Task instructions:
Without omission or alteration, write out all of the data.

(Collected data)

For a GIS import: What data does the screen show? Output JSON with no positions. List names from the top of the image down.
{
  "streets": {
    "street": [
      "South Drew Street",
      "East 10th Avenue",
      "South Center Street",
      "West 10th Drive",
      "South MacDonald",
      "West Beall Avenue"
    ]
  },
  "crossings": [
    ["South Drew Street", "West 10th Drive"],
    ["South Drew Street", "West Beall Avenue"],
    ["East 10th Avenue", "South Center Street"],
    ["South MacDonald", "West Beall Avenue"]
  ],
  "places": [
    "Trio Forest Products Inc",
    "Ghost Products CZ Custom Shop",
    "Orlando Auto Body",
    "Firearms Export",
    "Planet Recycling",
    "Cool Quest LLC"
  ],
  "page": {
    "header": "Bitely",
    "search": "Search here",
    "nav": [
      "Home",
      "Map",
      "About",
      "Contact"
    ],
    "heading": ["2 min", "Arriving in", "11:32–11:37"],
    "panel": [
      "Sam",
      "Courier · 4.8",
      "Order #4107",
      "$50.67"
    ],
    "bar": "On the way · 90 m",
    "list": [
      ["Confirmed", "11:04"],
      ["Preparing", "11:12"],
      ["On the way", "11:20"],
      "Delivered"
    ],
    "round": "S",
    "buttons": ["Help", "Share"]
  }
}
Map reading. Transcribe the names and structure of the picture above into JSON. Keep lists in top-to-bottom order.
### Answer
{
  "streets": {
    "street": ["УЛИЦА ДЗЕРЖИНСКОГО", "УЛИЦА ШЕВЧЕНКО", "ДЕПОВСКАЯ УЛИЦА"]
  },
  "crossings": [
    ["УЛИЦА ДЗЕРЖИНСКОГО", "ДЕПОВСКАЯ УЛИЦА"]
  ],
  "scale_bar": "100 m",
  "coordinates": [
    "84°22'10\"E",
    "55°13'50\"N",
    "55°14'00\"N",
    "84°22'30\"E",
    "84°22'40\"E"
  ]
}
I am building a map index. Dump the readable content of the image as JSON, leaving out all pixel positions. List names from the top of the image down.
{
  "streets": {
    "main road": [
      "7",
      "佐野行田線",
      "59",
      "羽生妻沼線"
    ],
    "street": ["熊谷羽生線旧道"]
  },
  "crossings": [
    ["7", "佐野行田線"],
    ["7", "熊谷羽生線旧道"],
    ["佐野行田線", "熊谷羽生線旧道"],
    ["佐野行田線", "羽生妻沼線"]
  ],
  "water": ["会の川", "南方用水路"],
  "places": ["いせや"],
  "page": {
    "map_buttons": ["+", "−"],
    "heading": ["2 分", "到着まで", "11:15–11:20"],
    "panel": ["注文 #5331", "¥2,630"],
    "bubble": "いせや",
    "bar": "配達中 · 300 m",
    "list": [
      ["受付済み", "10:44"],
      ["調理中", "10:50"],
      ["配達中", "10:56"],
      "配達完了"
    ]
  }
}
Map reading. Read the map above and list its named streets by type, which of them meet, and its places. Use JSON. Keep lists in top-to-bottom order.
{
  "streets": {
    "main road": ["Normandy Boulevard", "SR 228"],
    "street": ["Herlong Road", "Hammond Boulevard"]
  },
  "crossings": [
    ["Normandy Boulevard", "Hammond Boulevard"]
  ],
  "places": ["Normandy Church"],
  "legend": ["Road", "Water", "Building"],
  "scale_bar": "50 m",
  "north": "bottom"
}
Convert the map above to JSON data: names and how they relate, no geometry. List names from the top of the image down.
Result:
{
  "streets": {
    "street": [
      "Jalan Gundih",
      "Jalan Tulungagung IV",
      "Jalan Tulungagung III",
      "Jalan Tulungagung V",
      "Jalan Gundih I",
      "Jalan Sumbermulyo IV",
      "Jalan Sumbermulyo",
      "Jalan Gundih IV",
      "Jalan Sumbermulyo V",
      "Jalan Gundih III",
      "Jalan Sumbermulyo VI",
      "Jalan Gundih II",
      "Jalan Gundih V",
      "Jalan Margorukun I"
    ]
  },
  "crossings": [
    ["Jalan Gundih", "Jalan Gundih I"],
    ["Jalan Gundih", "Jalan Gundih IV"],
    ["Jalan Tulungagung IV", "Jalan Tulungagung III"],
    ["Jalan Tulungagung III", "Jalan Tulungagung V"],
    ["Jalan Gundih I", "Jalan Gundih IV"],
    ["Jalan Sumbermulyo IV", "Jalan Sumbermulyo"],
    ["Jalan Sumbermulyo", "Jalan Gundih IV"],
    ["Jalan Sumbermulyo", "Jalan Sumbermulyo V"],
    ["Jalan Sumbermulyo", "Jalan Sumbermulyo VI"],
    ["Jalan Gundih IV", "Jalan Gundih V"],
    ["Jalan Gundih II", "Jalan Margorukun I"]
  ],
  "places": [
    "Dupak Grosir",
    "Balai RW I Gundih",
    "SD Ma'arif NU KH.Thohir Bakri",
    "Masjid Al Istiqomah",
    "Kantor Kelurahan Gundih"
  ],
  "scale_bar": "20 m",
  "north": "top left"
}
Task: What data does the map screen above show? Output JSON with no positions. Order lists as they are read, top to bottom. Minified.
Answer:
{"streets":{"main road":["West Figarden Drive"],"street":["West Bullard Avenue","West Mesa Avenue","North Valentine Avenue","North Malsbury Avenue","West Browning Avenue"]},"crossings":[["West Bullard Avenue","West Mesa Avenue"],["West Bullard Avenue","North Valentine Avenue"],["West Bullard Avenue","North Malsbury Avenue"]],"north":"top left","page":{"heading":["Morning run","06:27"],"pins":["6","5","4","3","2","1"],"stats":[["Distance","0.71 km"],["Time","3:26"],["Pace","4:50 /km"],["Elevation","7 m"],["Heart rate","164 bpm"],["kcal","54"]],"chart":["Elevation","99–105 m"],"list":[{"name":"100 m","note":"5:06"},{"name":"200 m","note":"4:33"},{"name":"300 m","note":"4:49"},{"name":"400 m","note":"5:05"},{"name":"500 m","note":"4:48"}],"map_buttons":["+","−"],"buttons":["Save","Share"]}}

Exercise response:
For a GIS import: What data does the screen show? Output JSON with no positions. List names from the top of the image down.
{
  "streets": {
    "street": [
      "South Drew Street",
      "East 10th Avenue",
      "South Center Street",
      "West 10th Drive",
      "South MacDonald",
      "West Beall Avenue"
    ]
  },
  "crossings": [
    ["South Drew Street", "West 10th Drive"],
    ["South Drew Street", "West Beall Avenue"],
    ["East 10th Avenue", "South Center Street"],
    ["South MacDonald", "West Beall Avenue"]
  ],
  "places": [
    "Trio Forest Products Inc",
    "Ghost Products CZ Custom Shop",
    "Orlando Auto Body",
    "Firearms Export",
    "Planet Recycling",
    "Cool Quest LLC"
  ],
  "page": {
    "header": "Bitely",
    "search": "Search here",
    "nav": [
      "Home",
      "Map",
      "About",
      "Contact"
    ],
    "heading": ["2 min", "Arriving in", "11:32–11:37"],
    "panel": [
      "Sam",
      "Courier · 4.8",
      "Order #4107",
      "$50.67"
    ],
    "bar": "On the way · 90 m",
    "list": [
      ["Confirmed", "11:04"],
      ["Preparing", "11:12"],
      ["On the way", "11:20"],
      "Delivered"
    ],
    "round": "S",
    "buttons": ["Help", "Share"]
  }
}
Map reading. Transcribe the names and structure of the picture above into JSON. Keep lists in top-to-bottom order.
### Answer
{
  "streets": {
    "street": ["УЛИЦА ДЗЕРЖИНСКОГО", "УЛИЦА ШЕВЧЕНКО", "ДЕПОВСКАЯ УЛИЦА"]
  },
  "crossings": [
    ["УЛИЦА ДЗЕРЖИНСКОГО", "ДЕПОВСКАЯ УЛИЦА"]
  ],
  "scale_bar": "100 m",
  "coordinates": [
    "84°22'10\"E",
    "55°13'50\"N",
    "55°14'00\"N",
    "84°22'30\"E",
    "84°22'40\"E"
  ]
}
I am building a map index. Dump the readable content of the image as JSON, leaving out all pixel positions. List names from the top of the image down.
{
  "streets": {
    "main road": [
      "7",
      "佐野行田線",
      "59",
      "羽生妻沼線"
    ],
    "street": ["熊谷羽生線旧道"]
  },
  "crossings": [
    ["7", "佐野行田線"],
    ["7", "熊谷羽生線旧道"],
    ["佐野行田線", "熊谷羽生線旧道"],
    ["佐野行田線", "羽生妻沼線"]
  ],
  "water": ["会の川", "南方用水路"],
  "places": ["いせや"],
  "page": {
    "map_buttons": ["+", "−"],
    "heading": ["2 分", "到着まで", "11:15–11:20"],
    "panel": ["注文 #5331", "¥2,630"],
    "bubble": "いせや",
    "bar": "配達中 · 300 m",
    "list": [
      ["受付済み", "10:44"],
      ["調理中", "10:50"],
      ["配達中", "10:56"],
      "配達完了"
    ]
  }
}
Map reading. Read the map above and list its named streets by type, which of them meet, and its places. Use JSON. Keep lists in top-to-bottom order.
{
  "streets": {
    "main road": ["Normandy Boulevard", "SR 228"],
    "street": ["Herlong Road", "Hammond Boulevard"]
  },
  "crossings": [
    ["Normandy Boulevard", "Hammond Boulevard"]
  ],
  "places": ["Normandy Church"],
  "legend": ["Road", "Water", "Building"],
  "scale_bar": "50 m",
  "north": "bottom"
}
Convert the map above to JSON data: names and how they relate, no geometry. List names from the top of the image down.
Result:
{
  "streets": {
    "street": [
      "Jalan Gundih",
      "Jalan Tulungagung IV",
      "Jalan Tulungagung III",
      "Jalan Tulungagung V",
      "Jalan Gundih I",
      "Jalan Sumbermulyo IV",
      "Jalan Sumbermulyo",
      "Jalan Gundih IV",
      "Jalan Sumbermulyo V",
      "Jalan Gundih III",
      "Jalan Sumbermulyo VI",
      "Jalan Gundih II",
      "Jalan Gundih V",
      "Jalan Margorukun I"
    ]
  },
  "crossings": [
    ["Jalan Gundih", "Jalan Gundih I"],
    ["Jalan Gundih", "Jalan Gundih IV"],
    ["Jalan Tulungagung IV", "Jalan Tulungagung III"],
    ["Jalan Tulungagung III", "Jalan Tulungagung V"],
    ["Jalan Gundih I", "Jalan Gundih IV"],
    ["Jalan Sumbermulyo IV", "Jalan Sumbermulyo"],
    ["Jalan Sumbermulyo", "Jalan Gundih IV"],
    ["Jalan Sumbermulyo", "Jalan Sumbermulyo V"],
    ["Jalan Sumbermulyo", "Jalan Sumbermulyo VI"],
    ["Jalan Gundih IV", "Jalan Gundih V"],
    ["Jalan Gundih II", "Jalan Margorukun I"]
  ],
  "places": [
    "Dupak Grosir",
    "Balai RW I Gundih",
    "SD Ma'arif NU KH.Thohir Bakri",
    "Masjid Al Istiqomah",
    "Kantor Kelurahan Gundih"
  ],
  "scale_bar": "20 m",
  "north": "top left"
}
Task: What data does the map screen above show? Output JSON with no positions. Order lists as they are read, top to bottom. Minified.
Answer:
{"streets":{"main road":["West Figarden Drive"],"street":["West Bullard Avenue","West Mesa Avenue","North Valentine Avenue","North Malsbury Avenue","West Browning Avenue"]},"crossings":[["West Bullard Avenue","West Mesa Avenue"],["West Bullard Avenue","North Valentine Avenue"],["West Bullard Avenue","North Malsbury Avenue"]],"north":"top left","page":{"heading":["Morning run","06:27"],"pins":["6","5","4","3","2","1"],"stats":[["Distance","0.71 km"],["Time","3:26"],["Pace","4:50 /km"],["Elevation","7 m"],["Heart rate","164 bpm"],["kcal","54"]],"chart":["Elevation","99–105 m"],"list":[{"name":"100 m","note":"5:06"},{"name":"200 m","note":"4:33"},{"name":"300 m","note":"4:49"},{"name":"400 m","note":"5:05"},{"name":"500 m","note":"4:48"}],"map_buttons":["+","−"],"buttons":["Save","Share"]}}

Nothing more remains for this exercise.